Collected data entries
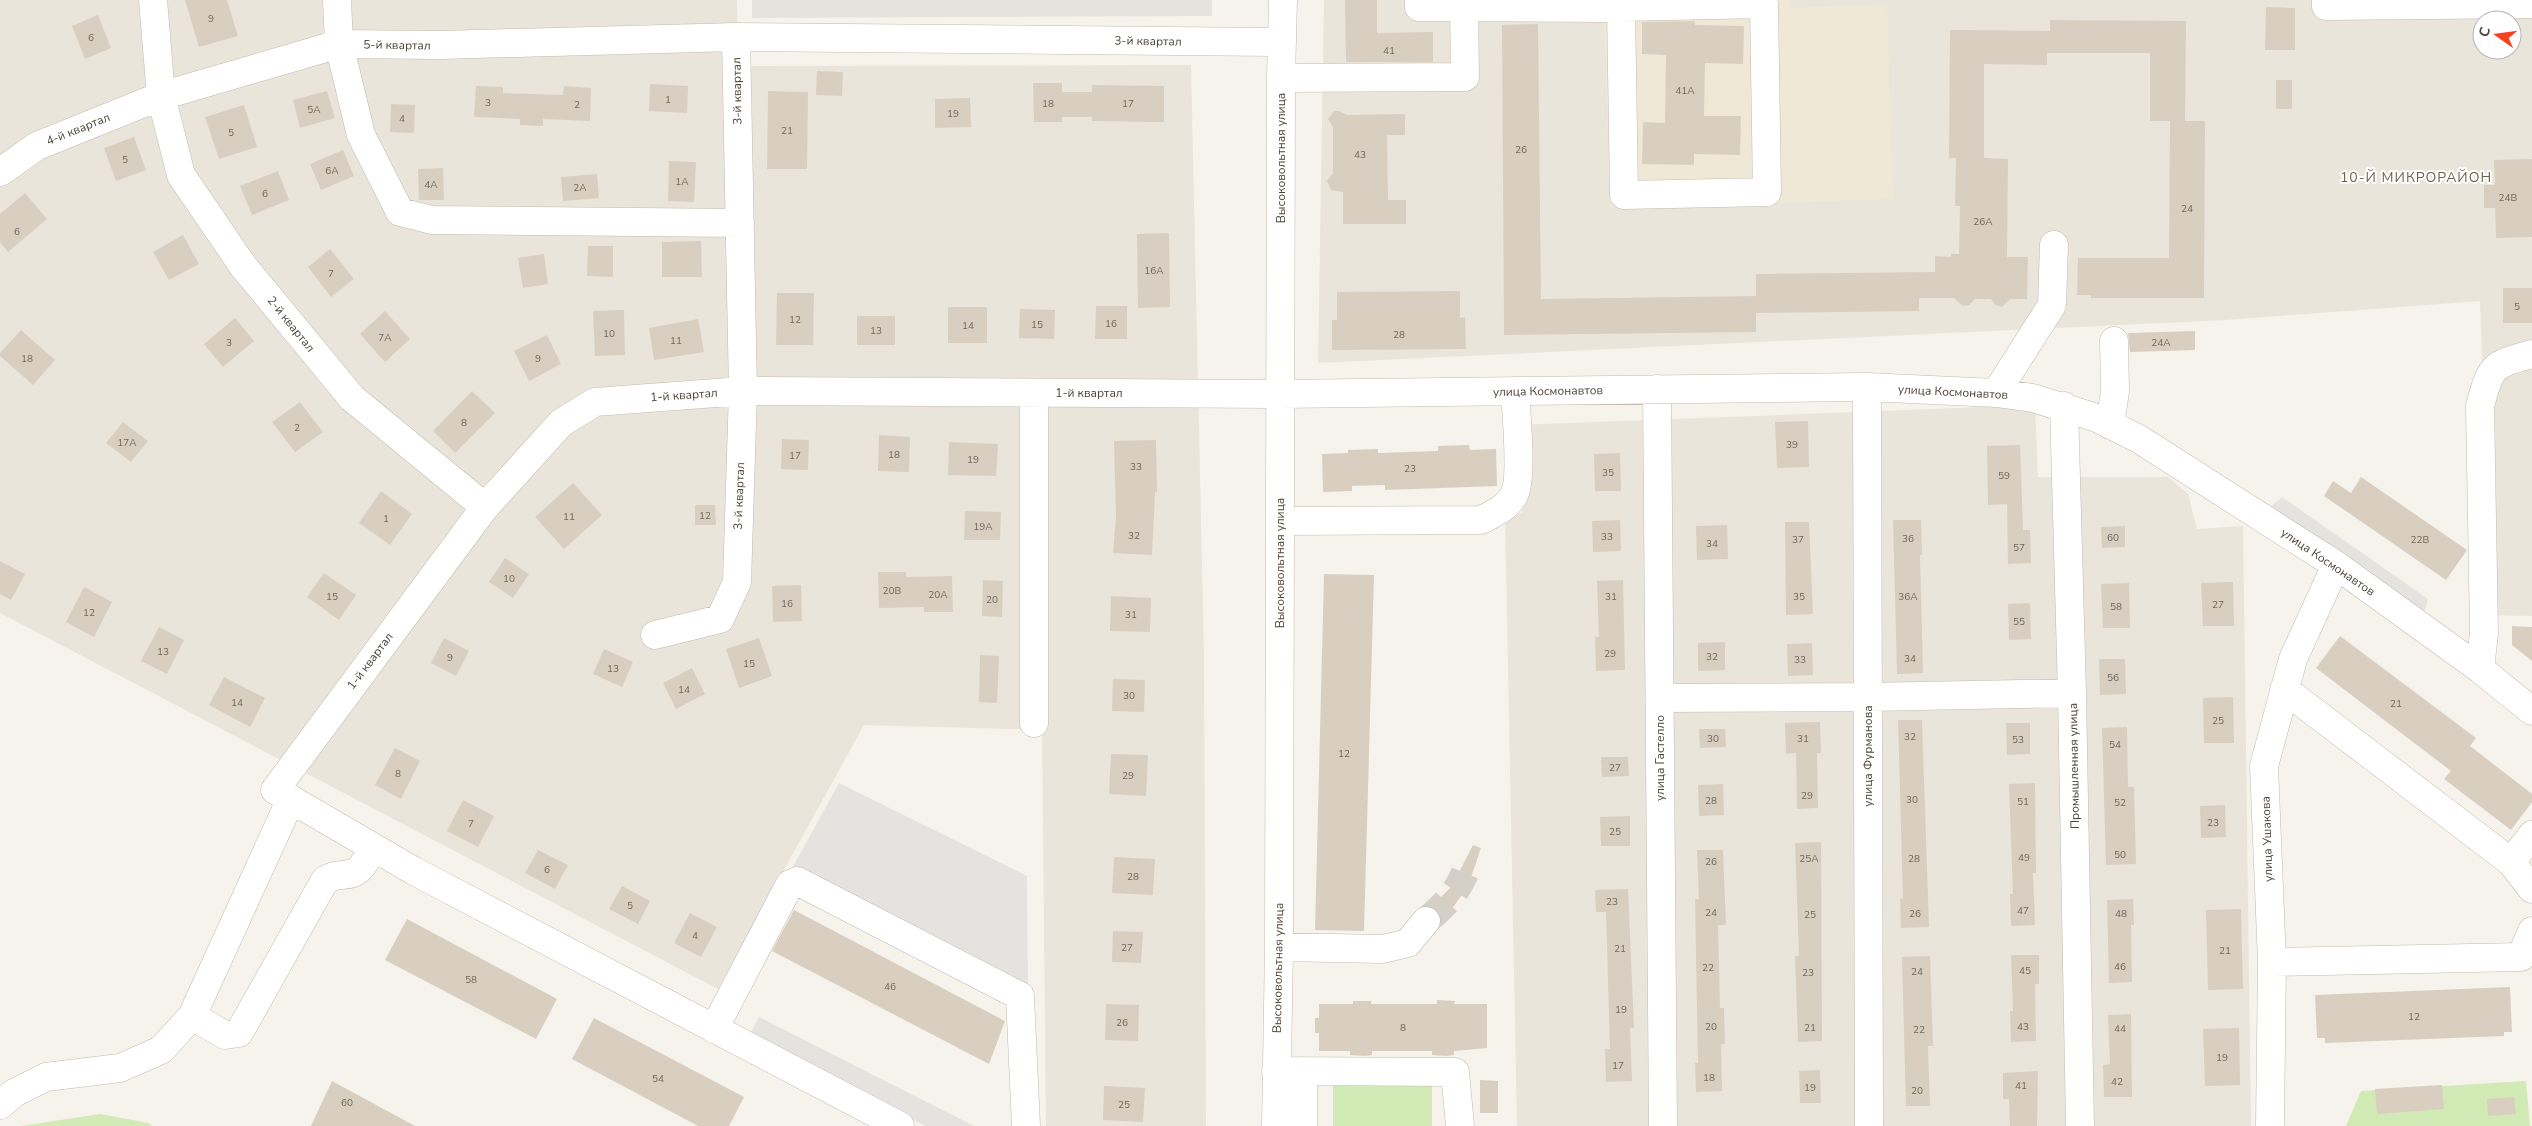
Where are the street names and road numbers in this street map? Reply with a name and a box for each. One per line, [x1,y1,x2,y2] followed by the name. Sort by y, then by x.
[1114,32,1182,50] street label: 3-й квартал
[363,36,431,54] street label: 5-й квартал
[728,57,746,125] street label: 3-й квартал
[1273,93,1289,223] street label: Высоковольтная улица
[44,109,112,149] street label: 4-й квартал
[264,293,318,355] street label: 2-й квартал
[1898,381,2009,403] street label: улица Космонавтов
[1493,382,1604,400] street label: улица Космонавтов
[650,385,718,405] street label: 1-й квартал
[1055,385,1123,401] street label: 1-й квартал
[730,462,748,530] street label: 3-й квартал
[1272,498,1288,628] street label: Высоковольтная улица
[2278,525,2379,600] street label: улица Космонавтов
[343,629,397,693] street label: 1-й квартал
[2065,703,2083,829] street label: Промышленная улица
[1860,705,1876,807] street label: улица Фурманова
[1652,715,1668,801] street label: улица Гастелло
[2258,796,2276,882] street label: улица Ушакова
[1269,903,1287,1033] street label: Высоковольтная улица

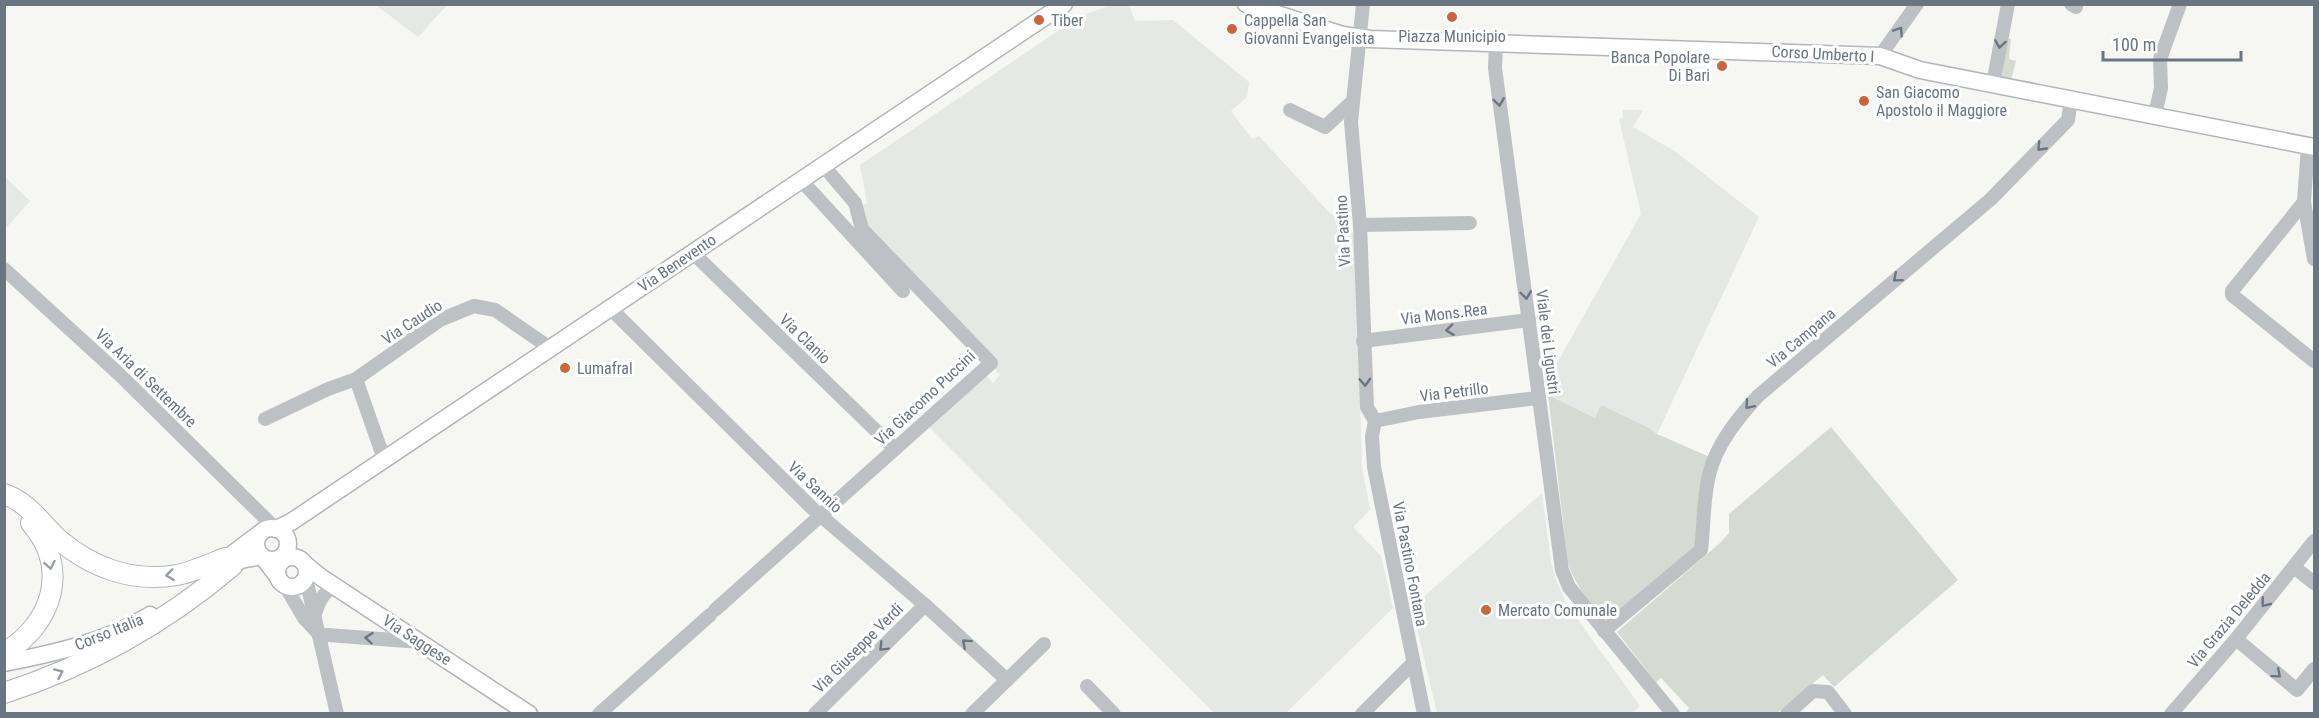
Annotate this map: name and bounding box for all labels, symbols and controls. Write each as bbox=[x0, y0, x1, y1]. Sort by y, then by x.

*Directions for this task*: Give back the data exactly. Skip any images.

*Answer section*:
Where are the street names and road numbers in this street map? Reply with a name and a box for each. One per line, [x1,y1,x2,y2] followed by the name. Sort by y, then by x.
[1114,32,1182,50] street label: 3-й квартал
[363,36,431,54] street label: 5-й квартал
[728,57,746,125] street label: 3-й квартал
[1273,93,1289,223] street label: Высоковольтная улица
[44,109,112,149] street label: 4-й квартал
[264,293,318,355] street label: 2-й квартал
[1898,381,2009,403] street label: улица Космонавтов
[1493,382,1604,400] street label: улица Космонавтов
[650,385,718,405] street label: 1-й квартал
[1055,385,1123,401] street label: 1-й квартал
[730,462,748,530] street label: 3-й квартал
[1272,498,1288,628] street label: Высоковольтная улица
[2278,525,2379,600] street label: улица Космонавтов
[343,629,397,693] street label: 1-й квартал
[2065,703,2083,829] street label: Промышленная улица
[1860,705,1876,807] street label: улица Фурманова
[1652,715,1668,801] street label: улица Гастелло
[2258,796,2276,882] street label: улица Ушакова
[1269,903,1287,1033] street label: Высоковольтная улица

Annotate this map: name and bounding box for all labels, symbols and controls. Write each as bbox=[x0, y0, x1, y1]. Sort by y, then by x.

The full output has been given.